---- RECORDS SUPPLIED
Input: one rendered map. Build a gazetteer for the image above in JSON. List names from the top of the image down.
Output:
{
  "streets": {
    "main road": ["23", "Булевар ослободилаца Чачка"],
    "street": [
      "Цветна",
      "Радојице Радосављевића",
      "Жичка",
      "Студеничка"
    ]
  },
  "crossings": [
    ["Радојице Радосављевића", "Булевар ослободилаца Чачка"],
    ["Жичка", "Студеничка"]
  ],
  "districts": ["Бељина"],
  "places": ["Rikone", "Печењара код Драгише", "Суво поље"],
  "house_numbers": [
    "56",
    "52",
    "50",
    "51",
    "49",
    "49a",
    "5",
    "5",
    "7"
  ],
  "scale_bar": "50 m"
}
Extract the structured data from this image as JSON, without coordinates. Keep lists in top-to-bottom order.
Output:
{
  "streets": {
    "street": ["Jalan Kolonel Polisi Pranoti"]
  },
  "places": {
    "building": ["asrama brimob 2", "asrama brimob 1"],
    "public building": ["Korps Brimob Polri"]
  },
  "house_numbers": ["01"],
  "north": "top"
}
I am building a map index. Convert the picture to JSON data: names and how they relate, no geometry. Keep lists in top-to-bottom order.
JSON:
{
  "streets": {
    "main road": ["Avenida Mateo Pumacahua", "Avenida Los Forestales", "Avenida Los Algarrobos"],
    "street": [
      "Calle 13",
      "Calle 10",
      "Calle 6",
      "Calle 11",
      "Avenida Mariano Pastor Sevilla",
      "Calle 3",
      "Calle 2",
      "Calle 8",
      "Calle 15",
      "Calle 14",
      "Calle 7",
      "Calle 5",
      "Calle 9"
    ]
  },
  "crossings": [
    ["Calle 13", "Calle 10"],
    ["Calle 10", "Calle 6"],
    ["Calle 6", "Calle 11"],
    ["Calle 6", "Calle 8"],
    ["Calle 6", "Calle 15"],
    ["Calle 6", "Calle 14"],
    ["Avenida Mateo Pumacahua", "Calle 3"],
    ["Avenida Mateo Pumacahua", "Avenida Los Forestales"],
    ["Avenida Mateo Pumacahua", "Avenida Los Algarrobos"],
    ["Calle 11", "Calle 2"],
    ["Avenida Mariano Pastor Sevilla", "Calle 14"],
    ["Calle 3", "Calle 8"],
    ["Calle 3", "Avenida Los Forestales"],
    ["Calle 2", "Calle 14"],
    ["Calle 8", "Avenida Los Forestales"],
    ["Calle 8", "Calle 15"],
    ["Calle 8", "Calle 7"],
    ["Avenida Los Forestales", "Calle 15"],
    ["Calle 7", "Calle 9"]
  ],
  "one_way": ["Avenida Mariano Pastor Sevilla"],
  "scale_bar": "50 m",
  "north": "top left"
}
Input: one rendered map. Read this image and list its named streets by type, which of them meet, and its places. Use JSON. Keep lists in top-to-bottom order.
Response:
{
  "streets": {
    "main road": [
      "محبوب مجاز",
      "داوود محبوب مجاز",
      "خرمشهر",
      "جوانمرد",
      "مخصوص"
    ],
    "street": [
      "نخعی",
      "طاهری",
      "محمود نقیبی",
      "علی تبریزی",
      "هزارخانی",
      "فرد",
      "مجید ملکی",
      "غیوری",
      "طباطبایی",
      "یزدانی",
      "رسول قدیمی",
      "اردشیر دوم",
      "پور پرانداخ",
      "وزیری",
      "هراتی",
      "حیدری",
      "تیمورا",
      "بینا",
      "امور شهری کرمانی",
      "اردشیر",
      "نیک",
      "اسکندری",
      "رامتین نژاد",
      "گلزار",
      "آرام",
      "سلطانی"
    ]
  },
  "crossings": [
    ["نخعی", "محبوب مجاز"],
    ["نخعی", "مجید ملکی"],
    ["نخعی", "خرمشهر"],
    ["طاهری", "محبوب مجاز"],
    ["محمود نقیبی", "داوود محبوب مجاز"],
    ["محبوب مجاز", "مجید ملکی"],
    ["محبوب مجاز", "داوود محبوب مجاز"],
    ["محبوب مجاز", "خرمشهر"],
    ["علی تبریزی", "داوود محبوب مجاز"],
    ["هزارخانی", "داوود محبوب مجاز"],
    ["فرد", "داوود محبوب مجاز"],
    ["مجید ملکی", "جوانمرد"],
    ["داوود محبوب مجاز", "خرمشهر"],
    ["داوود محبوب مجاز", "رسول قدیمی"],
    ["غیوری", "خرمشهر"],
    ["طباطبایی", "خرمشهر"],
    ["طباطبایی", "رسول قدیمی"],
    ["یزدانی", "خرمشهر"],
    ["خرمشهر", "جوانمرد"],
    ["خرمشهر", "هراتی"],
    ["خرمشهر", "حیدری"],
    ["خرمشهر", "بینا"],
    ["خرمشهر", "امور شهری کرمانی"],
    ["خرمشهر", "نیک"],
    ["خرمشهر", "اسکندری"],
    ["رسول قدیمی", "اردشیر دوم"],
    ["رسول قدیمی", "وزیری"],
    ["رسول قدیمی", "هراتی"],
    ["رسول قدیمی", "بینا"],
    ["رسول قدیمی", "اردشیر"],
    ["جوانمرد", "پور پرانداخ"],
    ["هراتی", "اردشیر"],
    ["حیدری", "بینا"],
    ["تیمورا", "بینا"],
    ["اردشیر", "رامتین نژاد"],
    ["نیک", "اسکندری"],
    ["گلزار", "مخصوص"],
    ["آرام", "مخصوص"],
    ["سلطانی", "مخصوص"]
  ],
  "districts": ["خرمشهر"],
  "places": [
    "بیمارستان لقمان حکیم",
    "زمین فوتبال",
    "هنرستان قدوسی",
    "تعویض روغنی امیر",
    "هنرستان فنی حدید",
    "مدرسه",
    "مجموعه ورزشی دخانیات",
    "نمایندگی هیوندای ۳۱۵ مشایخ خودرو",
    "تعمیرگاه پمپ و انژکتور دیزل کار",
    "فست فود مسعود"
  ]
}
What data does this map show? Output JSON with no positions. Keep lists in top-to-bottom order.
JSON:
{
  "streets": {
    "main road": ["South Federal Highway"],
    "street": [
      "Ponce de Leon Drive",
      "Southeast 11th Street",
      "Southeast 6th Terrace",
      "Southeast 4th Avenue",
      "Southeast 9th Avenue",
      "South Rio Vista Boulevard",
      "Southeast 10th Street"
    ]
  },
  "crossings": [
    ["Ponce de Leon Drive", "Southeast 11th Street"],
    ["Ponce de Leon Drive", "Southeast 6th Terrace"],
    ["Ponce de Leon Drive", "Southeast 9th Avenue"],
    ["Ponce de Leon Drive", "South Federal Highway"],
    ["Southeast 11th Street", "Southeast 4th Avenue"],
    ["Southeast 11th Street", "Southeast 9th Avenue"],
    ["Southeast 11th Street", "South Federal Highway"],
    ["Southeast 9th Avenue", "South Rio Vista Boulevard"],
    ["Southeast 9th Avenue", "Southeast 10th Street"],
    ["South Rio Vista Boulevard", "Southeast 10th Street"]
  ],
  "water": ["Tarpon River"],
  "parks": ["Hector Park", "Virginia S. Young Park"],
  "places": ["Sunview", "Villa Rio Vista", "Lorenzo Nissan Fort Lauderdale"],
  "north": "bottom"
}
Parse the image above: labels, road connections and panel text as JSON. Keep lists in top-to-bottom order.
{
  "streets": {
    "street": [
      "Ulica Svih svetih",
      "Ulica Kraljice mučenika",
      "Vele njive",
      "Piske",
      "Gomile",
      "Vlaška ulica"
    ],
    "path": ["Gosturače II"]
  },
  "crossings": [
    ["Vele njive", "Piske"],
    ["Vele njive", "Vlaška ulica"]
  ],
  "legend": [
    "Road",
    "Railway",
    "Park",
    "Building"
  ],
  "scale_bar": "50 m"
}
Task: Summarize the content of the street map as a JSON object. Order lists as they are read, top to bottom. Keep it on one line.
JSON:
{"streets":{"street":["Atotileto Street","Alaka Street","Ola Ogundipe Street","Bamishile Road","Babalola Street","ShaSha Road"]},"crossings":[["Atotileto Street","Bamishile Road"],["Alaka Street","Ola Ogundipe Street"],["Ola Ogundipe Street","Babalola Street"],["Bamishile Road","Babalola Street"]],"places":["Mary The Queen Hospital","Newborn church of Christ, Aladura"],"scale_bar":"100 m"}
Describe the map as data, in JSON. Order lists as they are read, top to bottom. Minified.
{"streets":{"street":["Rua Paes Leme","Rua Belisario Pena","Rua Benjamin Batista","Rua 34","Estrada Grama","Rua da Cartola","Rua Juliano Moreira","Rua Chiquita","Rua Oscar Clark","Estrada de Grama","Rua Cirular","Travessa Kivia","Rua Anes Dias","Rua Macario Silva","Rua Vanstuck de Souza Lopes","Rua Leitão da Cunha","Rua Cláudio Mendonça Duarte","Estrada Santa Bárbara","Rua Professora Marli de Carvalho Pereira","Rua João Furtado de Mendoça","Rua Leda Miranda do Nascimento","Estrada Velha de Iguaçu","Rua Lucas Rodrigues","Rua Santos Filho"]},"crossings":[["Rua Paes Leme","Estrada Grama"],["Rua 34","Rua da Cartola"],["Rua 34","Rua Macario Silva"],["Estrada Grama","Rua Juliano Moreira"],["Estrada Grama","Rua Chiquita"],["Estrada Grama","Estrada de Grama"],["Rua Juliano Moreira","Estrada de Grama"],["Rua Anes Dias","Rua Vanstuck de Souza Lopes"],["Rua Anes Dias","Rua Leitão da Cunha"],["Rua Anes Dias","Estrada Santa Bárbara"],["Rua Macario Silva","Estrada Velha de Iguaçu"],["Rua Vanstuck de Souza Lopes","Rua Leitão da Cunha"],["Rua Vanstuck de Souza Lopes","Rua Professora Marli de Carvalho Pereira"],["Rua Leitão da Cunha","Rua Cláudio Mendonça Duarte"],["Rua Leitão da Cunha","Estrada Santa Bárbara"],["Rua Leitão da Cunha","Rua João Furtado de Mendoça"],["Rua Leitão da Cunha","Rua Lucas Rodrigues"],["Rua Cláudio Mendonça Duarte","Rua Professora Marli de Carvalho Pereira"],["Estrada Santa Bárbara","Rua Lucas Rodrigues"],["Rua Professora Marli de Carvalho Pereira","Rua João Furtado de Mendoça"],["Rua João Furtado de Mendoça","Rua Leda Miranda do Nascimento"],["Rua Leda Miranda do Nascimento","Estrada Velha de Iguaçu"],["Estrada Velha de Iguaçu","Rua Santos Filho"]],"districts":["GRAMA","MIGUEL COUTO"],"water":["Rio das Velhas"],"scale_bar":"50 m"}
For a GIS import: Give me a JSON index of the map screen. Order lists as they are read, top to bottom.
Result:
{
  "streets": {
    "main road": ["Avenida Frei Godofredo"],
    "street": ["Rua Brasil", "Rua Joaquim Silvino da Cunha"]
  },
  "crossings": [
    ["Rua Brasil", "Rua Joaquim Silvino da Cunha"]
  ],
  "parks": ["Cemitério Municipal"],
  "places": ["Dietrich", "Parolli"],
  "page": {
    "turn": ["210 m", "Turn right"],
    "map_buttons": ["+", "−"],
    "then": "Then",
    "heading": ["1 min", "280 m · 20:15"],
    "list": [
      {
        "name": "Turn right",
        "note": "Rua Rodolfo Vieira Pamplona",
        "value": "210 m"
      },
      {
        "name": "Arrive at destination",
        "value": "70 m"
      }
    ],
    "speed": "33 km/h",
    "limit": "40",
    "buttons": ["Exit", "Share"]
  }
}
--------
*ABOUT THIS TASK*
Copy all lines above containing the string "Terrace".

*ANSWER FOR THIS EXERCISE*
      "Southeast 6th Terrace",
    ["Ponce de Leon Drive", "Southeast 6th Terrace"],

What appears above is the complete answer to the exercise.